Is that a hoe in your bathtub or are you just happy to see me?

Yeah, it's a hoe in my bathtub.

Let me explain.

So, this morning I'm out working on the orto.

See, Folks! I do listen to your comments. As I was saying, Earle-in-Denver shamed me into getting my hoe to the orto to get working, um I mean, I woke up today thinking, "Geez, today is the perfect day to start turning some earth in the garden!". Yeah, ok the real reason was that I was home bound 'cause the car was in the shop so I figured, what the hell.

So I'm turning soil with my hoe (let me tell you guys, it was a heck of a lot easier just watching Augusto rototill it last year). Anyway, I begin to notice that as I heave the hoe above my head to try to get all the gravitational help I can, by the time the tool hits the ground the hoe part has swung around the pole handle making the head land with an ineffectual thud on the ground. This makes for some slow going with the hoeing, I have to say. I keep at it for about 10 more blows to the ground that do jack-nothing.

Neighbor Eugenio's truck is in his parking spot. Following the scent of his Marlboro Reds with my hoe in tow, I go looking for some help.

"Ciao, Eugenio. Can I ask you something?"


"Whenever I use my hoe, the head ...



Long blank stare. Ok, it was probably more like 5 seconds but it felt like a couple minutes.

"You need to soak it."

He takes it from me and pounds it on the ground a few times to try to lodge the head in place on the handle (which, for the record I HAD BEEN doing...albeit I was pounding it the wrong way around and therefore loosening it...)

"yeah. You have to soak it."

You can't really tell the expression in my neighbor's voice since you are reading this but it was basically -- duh. soak it. like, who doesn't know to soak their hoe? duh.

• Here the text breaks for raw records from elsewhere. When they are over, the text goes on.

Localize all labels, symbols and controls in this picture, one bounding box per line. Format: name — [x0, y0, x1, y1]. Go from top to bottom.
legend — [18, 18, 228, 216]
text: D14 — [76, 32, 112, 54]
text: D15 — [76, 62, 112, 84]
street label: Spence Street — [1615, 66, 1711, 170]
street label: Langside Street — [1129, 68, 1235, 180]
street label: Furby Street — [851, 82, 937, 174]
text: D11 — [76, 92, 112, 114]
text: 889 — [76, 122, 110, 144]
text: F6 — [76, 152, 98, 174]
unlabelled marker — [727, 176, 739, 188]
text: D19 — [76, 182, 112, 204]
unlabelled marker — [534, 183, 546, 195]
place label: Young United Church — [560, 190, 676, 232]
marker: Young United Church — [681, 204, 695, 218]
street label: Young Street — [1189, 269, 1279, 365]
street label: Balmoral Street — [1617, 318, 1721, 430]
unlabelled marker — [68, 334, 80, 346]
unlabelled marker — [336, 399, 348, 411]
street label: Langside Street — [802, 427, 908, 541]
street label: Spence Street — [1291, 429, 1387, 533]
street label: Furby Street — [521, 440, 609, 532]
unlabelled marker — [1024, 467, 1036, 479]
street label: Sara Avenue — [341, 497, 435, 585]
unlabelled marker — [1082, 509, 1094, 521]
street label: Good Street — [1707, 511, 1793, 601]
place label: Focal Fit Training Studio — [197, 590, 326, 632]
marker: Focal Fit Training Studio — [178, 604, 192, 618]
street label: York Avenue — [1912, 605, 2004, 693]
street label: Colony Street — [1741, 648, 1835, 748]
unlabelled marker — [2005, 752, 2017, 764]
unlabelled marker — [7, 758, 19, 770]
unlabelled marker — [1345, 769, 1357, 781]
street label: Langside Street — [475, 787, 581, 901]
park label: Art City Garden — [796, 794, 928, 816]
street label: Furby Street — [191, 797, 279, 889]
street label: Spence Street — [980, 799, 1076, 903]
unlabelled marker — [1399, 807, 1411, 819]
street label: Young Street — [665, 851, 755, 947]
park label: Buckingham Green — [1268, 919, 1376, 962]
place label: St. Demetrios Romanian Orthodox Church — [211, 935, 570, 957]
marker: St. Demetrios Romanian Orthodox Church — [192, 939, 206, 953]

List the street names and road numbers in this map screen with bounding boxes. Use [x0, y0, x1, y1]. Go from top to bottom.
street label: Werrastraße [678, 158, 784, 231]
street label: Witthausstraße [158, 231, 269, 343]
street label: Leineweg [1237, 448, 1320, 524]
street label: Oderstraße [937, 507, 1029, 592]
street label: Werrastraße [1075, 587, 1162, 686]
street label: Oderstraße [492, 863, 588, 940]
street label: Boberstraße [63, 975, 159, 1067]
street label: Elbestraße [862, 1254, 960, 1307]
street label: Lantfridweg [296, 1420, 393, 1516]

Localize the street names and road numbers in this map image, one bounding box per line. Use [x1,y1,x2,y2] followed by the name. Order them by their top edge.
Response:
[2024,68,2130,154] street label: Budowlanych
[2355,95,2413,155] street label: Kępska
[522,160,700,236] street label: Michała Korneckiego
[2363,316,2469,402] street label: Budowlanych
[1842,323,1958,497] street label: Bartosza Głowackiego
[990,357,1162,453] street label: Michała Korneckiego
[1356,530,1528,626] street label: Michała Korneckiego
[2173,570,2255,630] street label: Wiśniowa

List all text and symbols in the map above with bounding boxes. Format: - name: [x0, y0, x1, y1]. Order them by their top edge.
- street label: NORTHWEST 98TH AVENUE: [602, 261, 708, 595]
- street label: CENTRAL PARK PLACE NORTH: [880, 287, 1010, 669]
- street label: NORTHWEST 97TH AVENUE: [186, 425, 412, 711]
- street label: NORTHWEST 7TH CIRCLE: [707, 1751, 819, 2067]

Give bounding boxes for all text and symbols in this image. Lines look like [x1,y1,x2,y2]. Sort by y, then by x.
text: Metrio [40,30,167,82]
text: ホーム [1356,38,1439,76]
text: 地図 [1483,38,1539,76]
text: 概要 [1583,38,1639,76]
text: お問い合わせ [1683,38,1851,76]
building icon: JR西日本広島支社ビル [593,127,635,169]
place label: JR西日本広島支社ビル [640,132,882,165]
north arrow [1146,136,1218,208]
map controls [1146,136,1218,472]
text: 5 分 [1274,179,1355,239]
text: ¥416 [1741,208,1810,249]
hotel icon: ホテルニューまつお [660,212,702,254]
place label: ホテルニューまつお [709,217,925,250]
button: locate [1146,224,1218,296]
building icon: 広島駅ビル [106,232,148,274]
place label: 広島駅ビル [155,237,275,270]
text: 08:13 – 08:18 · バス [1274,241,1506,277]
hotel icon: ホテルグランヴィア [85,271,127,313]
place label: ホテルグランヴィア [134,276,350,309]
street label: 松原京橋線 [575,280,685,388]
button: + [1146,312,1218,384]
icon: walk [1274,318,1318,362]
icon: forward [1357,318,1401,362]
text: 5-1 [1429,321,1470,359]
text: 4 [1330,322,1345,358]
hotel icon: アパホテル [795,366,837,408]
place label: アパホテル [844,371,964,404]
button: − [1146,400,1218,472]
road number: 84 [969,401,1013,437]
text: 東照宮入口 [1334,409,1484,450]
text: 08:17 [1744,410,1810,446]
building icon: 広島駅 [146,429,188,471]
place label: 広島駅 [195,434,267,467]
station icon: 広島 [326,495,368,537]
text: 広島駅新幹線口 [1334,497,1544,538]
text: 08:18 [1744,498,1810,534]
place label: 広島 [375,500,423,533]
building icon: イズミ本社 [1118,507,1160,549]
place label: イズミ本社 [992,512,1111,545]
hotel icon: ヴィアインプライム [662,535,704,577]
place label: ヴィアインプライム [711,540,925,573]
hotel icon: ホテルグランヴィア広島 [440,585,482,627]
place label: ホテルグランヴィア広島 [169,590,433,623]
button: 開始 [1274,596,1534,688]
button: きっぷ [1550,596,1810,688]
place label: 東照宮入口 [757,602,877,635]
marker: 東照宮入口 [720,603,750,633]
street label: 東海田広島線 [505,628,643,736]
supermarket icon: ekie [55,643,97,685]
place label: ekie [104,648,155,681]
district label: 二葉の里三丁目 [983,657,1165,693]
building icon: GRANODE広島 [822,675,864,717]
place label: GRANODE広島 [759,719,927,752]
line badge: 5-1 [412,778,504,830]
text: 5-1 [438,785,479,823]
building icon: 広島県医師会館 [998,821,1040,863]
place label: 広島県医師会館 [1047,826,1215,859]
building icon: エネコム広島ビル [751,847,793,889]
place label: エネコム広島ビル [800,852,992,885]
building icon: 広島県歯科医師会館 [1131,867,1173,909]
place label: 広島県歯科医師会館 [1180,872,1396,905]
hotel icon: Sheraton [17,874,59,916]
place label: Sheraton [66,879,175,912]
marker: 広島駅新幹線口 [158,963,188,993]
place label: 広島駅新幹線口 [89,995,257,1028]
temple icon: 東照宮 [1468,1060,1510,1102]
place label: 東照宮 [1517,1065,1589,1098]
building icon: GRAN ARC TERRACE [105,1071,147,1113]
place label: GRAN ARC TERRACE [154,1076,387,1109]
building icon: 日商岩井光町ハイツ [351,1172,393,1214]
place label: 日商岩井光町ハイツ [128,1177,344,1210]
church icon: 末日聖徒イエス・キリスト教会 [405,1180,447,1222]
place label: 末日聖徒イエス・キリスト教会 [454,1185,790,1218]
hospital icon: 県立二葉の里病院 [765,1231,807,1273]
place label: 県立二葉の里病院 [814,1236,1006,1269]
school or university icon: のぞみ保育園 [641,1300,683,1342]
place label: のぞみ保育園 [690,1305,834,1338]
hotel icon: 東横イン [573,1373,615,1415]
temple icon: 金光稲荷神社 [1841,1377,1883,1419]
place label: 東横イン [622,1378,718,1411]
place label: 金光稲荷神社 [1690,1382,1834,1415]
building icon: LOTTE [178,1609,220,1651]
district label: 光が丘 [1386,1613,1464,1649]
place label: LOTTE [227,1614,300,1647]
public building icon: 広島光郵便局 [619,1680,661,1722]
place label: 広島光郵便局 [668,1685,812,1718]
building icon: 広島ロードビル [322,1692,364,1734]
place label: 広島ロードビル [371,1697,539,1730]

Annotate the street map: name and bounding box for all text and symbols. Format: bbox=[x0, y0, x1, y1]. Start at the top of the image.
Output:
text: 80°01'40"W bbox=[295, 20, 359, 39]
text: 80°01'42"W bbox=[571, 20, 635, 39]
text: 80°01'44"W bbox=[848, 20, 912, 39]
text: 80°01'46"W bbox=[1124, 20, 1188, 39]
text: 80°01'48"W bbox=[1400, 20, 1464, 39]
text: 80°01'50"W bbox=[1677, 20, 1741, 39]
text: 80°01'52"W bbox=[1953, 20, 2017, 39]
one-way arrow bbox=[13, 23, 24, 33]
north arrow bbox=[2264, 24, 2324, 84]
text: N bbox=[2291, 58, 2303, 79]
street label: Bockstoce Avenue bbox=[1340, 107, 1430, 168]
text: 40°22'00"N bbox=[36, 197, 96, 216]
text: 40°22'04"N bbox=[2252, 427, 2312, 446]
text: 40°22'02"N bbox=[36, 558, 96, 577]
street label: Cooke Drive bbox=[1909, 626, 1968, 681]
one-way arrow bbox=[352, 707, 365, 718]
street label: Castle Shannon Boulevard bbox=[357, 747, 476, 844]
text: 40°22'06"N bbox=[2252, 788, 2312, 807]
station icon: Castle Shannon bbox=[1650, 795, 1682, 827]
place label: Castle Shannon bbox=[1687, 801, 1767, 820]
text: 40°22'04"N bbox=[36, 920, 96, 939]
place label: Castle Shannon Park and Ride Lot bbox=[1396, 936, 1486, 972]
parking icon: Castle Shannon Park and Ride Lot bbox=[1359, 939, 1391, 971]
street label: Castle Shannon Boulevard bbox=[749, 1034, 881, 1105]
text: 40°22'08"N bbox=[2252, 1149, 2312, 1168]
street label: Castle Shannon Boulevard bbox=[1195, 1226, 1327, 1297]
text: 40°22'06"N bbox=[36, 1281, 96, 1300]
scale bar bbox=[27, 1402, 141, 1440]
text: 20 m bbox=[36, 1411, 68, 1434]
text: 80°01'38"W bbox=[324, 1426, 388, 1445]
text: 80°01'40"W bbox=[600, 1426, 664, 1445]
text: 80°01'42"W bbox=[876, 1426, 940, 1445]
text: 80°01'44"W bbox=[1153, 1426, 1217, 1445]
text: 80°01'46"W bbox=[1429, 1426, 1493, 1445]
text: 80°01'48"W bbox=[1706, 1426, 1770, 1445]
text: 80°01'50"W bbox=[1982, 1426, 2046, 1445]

I thanked him and walked away mumbling something about there being a lot to learn.

Another thing I learned today...when you live in the country, a bucket is a really useful thing to own.

I have a ways to go, but it's a start. And from now on with my swollen handle, hoeing will be so much more pleasurable.


  1. You are so funny. :) Thanks for today's smile.

    Now I'm going to pick up the grand kids and stuff all of them into a really tiny loaner car (I call it the blueberry - the size reference fits) from the dealer who is trying to figure out why my computer in the car gives me "I'm terribly broken" messages, ceases to give any information on the dashboard, and doesn't want to go anywhere....

  2. You should have bought the pre-soaked hoe model, it really works much better. Actually it looks like you did a good job once you got it turned around. Don't they have bigger hoes than that in Italy, maybe it's just the camera angle, lol.
    Sorry to "guilt" you into that but it did give you something to do at home. Any chance to get the roto-tiller back again?
    My new copy of Rosetta Stone Level 1 Italian came today and I worked it for 30 minutes. Yes sir in just 3 more weeks when we arrive in Rome I will be fluent, hah!